Selling rice to Cuba
Local farmers should support a bill that would open trade
Butte County farmers and the Farm Bureau should get behind a bill now working its way through Congress. Referred to as the “Travel Restriction Reform and Export Enhancement Act,” the bill (HR 4645 in the House, S. 428 in the Senate) would not only lift travel restrictions against Americans traveling to Cuba, it would also greatly loosen food exports there.
The bill’s benefits for local agriculturalists are plain to see. Cuba’s 11 million people comprise a ready and close-by market for the rice, nuts and other crops grown here. And the benefits for all Americans are just as obvious: It will eliminate a paternalistic restriction on our personal freedom that has far outlived any usefulness it might have had.

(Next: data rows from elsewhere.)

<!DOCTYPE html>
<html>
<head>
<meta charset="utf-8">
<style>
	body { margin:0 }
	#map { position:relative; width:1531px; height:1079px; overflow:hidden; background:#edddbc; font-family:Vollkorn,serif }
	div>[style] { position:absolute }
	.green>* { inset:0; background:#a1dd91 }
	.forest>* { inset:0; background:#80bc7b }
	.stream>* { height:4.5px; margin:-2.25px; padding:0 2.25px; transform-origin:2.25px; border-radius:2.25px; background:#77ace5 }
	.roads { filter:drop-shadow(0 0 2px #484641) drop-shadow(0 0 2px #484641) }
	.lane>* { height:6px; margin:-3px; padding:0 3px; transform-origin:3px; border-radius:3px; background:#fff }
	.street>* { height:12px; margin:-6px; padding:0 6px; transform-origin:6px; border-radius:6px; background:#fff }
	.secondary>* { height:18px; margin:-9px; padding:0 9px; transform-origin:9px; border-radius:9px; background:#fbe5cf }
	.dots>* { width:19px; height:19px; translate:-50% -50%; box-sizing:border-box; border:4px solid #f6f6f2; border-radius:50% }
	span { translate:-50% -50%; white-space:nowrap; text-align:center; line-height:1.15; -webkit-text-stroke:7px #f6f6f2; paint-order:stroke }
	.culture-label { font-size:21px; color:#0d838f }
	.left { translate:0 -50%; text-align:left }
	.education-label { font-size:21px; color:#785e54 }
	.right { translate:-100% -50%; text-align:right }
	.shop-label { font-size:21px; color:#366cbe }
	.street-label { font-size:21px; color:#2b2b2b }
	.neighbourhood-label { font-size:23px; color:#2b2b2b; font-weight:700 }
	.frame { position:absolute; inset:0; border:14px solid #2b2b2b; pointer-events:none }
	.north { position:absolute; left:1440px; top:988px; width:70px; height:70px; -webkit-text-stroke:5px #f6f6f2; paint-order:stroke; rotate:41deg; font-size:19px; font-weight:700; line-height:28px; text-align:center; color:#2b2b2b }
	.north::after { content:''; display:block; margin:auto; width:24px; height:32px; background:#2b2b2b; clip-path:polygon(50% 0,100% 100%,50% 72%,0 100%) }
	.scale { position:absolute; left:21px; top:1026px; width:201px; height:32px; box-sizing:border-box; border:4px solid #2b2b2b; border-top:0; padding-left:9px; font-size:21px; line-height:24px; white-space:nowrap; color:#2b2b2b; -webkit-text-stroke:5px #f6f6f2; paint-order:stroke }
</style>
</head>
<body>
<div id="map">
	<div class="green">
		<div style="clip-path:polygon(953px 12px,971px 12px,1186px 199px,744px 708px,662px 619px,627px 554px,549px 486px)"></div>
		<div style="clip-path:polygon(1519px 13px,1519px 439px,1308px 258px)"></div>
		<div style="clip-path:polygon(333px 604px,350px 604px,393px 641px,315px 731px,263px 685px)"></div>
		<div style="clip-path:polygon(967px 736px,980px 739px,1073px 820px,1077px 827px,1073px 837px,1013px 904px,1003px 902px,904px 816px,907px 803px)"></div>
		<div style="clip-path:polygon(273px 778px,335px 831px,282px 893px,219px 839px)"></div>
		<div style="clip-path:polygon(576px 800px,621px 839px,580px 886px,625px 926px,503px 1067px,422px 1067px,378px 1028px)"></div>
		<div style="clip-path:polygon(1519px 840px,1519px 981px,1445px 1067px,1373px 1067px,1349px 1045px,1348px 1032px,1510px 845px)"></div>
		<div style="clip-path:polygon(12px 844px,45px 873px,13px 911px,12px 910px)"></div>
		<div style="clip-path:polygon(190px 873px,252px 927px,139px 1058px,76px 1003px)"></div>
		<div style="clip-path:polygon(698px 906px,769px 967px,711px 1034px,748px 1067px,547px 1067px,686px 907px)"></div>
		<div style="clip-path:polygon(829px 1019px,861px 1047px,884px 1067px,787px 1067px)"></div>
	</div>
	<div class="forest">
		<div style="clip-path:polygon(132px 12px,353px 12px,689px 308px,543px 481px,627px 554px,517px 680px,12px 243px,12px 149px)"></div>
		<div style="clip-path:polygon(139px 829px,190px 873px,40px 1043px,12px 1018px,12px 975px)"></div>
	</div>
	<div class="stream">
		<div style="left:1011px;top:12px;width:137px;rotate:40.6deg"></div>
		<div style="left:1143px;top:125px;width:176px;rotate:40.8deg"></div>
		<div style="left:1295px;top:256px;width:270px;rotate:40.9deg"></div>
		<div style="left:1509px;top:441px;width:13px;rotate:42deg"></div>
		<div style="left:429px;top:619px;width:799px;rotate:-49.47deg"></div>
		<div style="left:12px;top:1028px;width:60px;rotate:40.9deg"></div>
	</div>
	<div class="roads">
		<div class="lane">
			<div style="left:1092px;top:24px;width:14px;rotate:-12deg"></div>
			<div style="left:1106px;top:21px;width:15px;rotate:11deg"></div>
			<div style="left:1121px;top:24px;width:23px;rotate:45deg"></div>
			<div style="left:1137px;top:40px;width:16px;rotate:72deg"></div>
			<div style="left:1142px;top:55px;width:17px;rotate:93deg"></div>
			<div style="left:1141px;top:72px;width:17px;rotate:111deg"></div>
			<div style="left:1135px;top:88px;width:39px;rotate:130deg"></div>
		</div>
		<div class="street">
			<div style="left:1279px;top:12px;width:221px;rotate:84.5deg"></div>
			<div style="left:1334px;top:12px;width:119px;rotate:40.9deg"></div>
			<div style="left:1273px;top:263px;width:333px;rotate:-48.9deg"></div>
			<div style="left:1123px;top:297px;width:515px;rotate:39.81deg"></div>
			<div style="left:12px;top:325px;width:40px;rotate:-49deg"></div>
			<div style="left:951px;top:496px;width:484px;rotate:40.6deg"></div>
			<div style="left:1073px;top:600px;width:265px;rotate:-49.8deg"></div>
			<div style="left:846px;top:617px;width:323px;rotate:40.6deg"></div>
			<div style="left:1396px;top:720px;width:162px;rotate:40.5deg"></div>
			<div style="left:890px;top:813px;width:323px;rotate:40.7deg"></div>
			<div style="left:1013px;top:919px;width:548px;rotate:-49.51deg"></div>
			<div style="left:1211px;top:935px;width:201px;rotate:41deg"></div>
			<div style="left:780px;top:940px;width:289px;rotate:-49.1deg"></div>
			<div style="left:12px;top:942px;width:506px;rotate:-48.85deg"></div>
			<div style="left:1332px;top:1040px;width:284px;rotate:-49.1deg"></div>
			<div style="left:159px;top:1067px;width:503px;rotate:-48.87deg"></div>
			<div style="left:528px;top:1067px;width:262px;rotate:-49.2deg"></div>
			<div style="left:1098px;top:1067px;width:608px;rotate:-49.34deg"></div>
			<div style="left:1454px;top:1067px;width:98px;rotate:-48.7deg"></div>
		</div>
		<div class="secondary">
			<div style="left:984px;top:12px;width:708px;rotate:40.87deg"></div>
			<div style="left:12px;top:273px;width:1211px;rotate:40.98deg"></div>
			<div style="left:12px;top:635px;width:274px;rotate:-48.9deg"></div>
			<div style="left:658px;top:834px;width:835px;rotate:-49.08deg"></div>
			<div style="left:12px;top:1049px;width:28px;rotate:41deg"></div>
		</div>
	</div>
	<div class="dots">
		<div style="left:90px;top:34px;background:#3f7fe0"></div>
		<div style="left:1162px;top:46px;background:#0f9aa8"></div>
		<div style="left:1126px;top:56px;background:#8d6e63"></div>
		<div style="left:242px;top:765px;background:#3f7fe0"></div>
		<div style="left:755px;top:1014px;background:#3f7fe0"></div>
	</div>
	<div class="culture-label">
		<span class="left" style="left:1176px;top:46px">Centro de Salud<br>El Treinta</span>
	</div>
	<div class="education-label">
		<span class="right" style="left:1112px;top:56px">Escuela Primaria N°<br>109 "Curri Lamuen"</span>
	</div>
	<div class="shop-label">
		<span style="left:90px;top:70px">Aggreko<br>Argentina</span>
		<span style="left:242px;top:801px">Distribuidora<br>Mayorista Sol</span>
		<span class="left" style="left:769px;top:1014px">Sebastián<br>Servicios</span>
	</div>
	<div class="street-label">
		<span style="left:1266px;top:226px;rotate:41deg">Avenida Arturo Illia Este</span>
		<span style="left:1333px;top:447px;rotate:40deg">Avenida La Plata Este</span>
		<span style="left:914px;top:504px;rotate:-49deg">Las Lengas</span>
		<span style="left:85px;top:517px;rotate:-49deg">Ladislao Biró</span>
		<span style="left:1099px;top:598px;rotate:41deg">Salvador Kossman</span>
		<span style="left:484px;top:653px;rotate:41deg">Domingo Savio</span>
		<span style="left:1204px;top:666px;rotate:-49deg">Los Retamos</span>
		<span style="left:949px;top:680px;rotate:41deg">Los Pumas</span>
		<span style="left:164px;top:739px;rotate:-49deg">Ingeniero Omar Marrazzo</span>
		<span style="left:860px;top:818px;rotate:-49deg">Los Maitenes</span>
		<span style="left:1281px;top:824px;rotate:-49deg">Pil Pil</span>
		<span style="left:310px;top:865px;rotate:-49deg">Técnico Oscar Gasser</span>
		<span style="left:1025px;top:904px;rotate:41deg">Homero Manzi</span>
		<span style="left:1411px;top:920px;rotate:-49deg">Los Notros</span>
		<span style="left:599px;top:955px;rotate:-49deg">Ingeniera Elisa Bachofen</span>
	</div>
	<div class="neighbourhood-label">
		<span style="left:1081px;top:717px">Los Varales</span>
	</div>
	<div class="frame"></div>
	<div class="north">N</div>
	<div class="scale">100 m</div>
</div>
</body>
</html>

The United States has embargoed Cuba for 50 years now, in the hope that restive Cubans deprived of consumer goods would rise up and overthrow their communist rulers. It hasn’t happened, and today the United States is virtually alone in boycotting the country. It’s time to try the approach we’ve taken, with success, in two other nominally communist countries, China and Vietnam: trade and personal contact.
Since Raúl Castro replaced his brother Fidel as the country’s leader, Cuba has initiated a series of modest measures—most recently a pledge to release 52 political prisoners—signaling its willingness to liberalize. Imagine what increased trade with America, and even more so increased tourism, might do to encourage this process.
After five decades of policies toward Cuba that have done nothing to dislodge its ruling party, but instead have served mostly to impoverish the people of that beautiful country, it’s time for a change.